> _Task to complete_:
Sift through the material below and return the lines with "position".

*** The data Section Begins ***

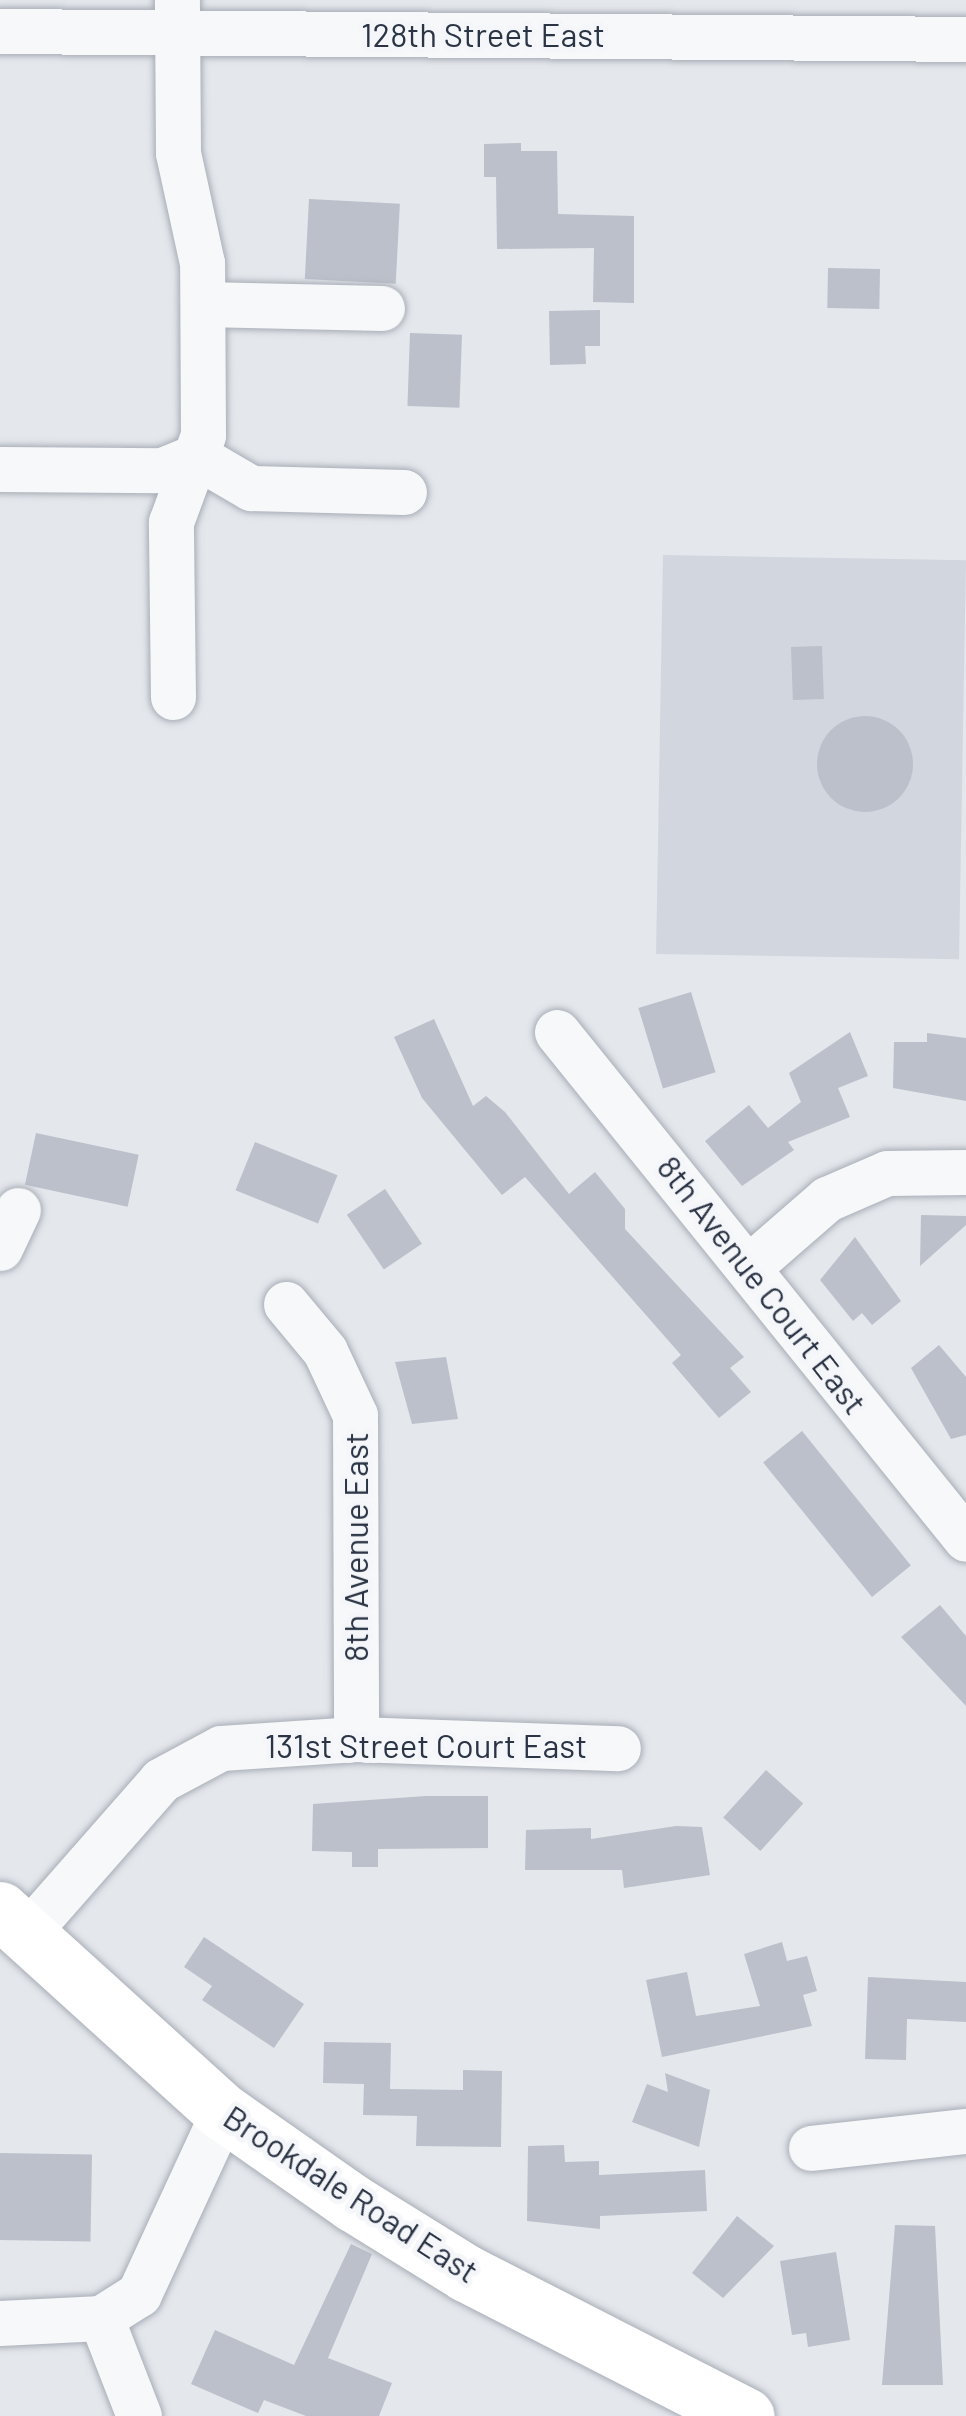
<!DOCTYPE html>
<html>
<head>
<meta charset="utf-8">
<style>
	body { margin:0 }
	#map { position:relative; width:966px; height:2416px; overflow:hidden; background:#e4e7ec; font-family:Barlow,sans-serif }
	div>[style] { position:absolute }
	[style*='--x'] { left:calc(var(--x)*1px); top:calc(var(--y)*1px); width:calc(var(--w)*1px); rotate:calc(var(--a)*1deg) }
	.built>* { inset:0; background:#d2d6de; transform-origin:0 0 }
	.building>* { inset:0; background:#bbc0ca; transform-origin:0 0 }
	.round { border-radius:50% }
	.roads { filter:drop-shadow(0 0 3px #a9aeb7) drop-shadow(0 0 3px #a9aeb7) }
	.minor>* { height:45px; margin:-22.5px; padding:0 22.5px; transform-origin:22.5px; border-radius:22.5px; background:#f7f8fa }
	.major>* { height:57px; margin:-28.5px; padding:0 28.5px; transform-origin:28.5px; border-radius:28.5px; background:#fff }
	span { translate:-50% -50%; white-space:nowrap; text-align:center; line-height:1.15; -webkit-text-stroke:10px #f4f6f9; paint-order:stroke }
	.street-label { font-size:33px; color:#2b3445 }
</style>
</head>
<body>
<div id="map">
	<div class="built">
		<div style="left:663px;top:555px;width:303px;height:399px;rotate:1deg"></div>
	</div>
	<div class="building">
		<div style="clip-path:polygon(521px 143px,521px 151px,557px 151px,558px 214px,634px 216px,634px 303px,593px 302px,594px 248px,497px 249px,496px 177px,484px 177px,484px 144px)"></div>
		<div style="left:309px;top:199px;width:91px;height:80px;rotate:3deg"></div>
		<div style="left:880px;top:269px;width:40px;height:52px;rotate:91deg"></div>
		<div style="clip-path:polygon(600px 310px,600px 346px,585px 346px,586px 364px,550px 365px,549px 311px)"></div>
		<div style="left:410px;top:333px;width:52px;height:73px;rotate:2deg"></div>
		<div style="left:822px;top:646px;width:53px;height:31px;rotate:88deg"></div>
		<div class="round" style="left:817px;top:716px;width:96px;height:96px"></div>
		<div style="left:691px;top:992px;width:84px;height:55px;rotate:73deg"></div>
		<div style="clip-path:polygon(434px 1019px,473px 1106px,486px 1096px,505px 1112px,569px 1194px,595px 1172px,625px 1209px,625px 1229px,744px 1357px,730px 1368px,751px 1392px,719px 1418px,672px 1363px,681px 1355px,525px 1177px,502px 1195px,422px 1098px,394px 1037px)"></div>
		<div style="clip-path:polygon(850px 1032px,868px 1076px,838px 1088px,850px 1117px,788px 1142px,794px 1150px,742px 1186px,705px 1141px,749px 1105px,768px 1128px,801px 1102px,789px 1073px)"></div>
		<div style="clip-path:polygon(927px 1033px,966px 1038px,966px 1101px,893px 1088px,894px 1042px,927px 1042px)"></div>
		<div style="left:36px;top:1133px;width:105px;height:53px;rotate:12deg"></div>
		<div style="left:255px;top:1142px;width:89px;height:52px;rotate:22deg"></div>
		<div style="left:385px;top:1189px;width:66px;height:46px;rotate:56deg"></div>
		<div style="clip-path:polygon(921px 1215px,966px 1216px,966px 1225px,920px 1266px)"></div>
		<div style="clip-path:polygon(855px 1237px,901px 1301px,872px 1325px,862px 1313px,853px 1321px,820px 1280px)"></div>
		<div style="clip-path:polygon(939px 1345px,966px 1377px,966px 1435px,951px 1439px,911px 1368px)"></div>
		<div style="clip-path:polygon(446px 1357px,458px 1419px,412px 1424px,395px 1362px)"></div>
		<div style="left:802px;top:1431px;width:173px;height:50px;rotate:51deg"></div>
		<div style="clip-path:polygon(940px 1605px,966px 1636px,966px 1706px,901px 1637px)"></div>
		<div style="left:766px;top:1770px;width:50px;height:64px;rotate:42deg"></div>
		<div style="clip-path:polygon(426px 1796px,488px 1796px,488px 1848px,378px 1849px,378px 1867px,352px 1867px,352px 1852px,312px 1851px,313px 1804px)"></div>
		<div style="clip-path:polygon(676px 1826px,702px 1827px,710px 1875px,624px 1888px,622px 1870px,525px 1870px,526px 1830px,591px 1828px,591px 1839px)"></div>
		<div style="clip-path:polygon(204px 1937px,304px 2004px,274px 2048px,202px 2000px,212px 1986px,184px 1967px)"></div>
		<div style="clip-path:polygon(782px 1942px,787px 1961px,807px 1956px,817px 1991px,803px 1995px,812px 2026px,662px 2057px,646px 1980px,687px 1972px,696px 2016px,760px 2006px,744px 1954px)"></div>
		<div style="clip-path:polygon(868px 1977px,966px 1982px,966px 2022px,907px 2019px,906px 2060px,865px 2059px)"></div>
		<div style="clip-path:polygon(324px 2042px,391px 2043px,390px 2089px,463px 2090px,463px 2070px,502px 2071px,501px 2147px,416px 2146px,417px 2116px,363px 2115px,364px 2084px,323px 2083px)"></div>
		<div style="clip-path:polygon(665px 2073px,710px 2090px,699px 2147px,632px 2122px,647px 2084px,668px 2092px)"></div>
		<div style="clip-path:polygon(564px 2145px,565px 2162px,599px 2161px,599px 2175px,705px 2170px,707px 2211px,600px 2216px,600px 2229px,527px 2221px,528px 2146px)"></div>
		<div style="left:0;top:2153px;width:92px;height:87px;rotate:1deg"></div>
		<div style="clip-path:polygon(737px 2216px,774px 2246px,723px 2298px,692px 2273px)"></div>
		<div style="clip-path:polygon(895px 2225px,935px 2226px,943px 2385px,882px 2385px)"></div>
		<div style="clip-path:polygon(351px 2244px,372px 2254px,328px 2358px,392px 2383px,379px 2416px,306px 2416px,264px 2400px,258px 2413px,191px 2384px,215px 2330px,294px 2365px)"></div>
		<div style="clip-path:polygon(836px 2252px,850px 2340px,808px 2347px,806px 2333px,792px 2335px,780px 2261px)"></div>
	</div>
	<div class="roads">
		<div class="minor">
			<div style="--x:0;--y:31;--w:966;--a:0.47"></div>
			<div style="--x:203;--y:304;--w:179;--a:1.3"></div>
			<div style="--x:196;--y:456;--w:64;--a:30.2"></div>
			<div style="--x:251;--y:488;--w:153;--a:1.5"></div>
			<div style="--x:0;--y:469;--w:162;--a:0.4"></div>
			<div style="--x:162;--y:470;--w:37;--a:-22"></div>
			<div style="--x:173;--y:697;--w:175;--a:-90.7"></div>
			<div style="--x:171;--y:522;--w:93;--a:-69.8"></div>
			<div style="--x:203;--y:435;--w:172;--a:-90.3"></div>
			<div style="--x:202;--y:263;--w:113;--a:-102.3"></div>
			<div style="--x:178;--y:153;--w:153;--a:-90.4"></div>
			<div style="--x:557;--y:1032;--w:651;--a:51.11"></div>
			<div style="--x:0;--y:1248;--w:42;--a:-64.7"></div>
			<div style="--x:751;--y:1265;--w:101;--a:-41"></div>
			<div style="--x:827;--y:1199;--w:65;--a:-23.4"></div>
			<div style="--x:887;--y:1173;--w:79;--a:-0.7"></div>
			<div style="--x:286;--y:1304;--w:61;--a:50.3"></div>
			<div style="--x:325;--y:1351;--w:71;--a:64.9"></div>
			<div style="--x:355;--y:1415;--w:324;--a:89.8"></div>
			<div style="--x:25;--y:1935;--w:206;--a:-48.7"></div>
			<div style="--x:161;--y:1780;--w:68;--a:-28.1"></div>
			<div style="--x:221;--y:1748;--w:135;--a:-3.8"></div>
			<div style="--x:356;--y:1739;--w:262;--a:2"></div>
			<div style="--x:811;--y:2148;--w:156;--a:-6.3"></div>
			<div style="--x:101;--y:2318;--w:105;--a:68.8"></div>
			<div style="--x:0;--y:2323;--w:101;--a:-2.8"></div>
			<div style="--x:101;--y:2318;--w:45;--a:-32.3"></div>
			<div style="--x:139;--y:2294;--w:200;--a:-65.2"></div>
		</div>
		<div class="major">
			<div style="--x:0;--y:1910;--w:301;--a:42.2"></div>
			<div style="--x:223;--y:2112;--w:159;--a:35"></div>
			<div style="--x:353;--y:2203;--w:133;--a:31.8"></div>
			<div style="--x:466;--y:2273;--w:314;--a:27.1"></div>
		</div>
	</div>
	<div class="street-label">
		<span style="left:483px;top:35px">128th Street East</span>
		<span style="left:762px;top:1285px;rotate:52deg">8th Avenue Court East</span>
		<span style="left:356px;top:1547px;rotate:-90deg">8th Avenue East</span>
		<span style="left:426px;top:1746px">131st Street Court East</span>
		<span style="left:351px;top:2194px;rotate:33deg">Brookdale Road East</span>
	</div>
</div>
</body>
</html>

*** The data Section Ends ***

> _Exercise response_:
	#map { position:relative; width:966px; height:2416px; overflow:hidden; background:#e4e7ec; font-family:Barlow,sans-serif }
	div>[style] { position:absolute }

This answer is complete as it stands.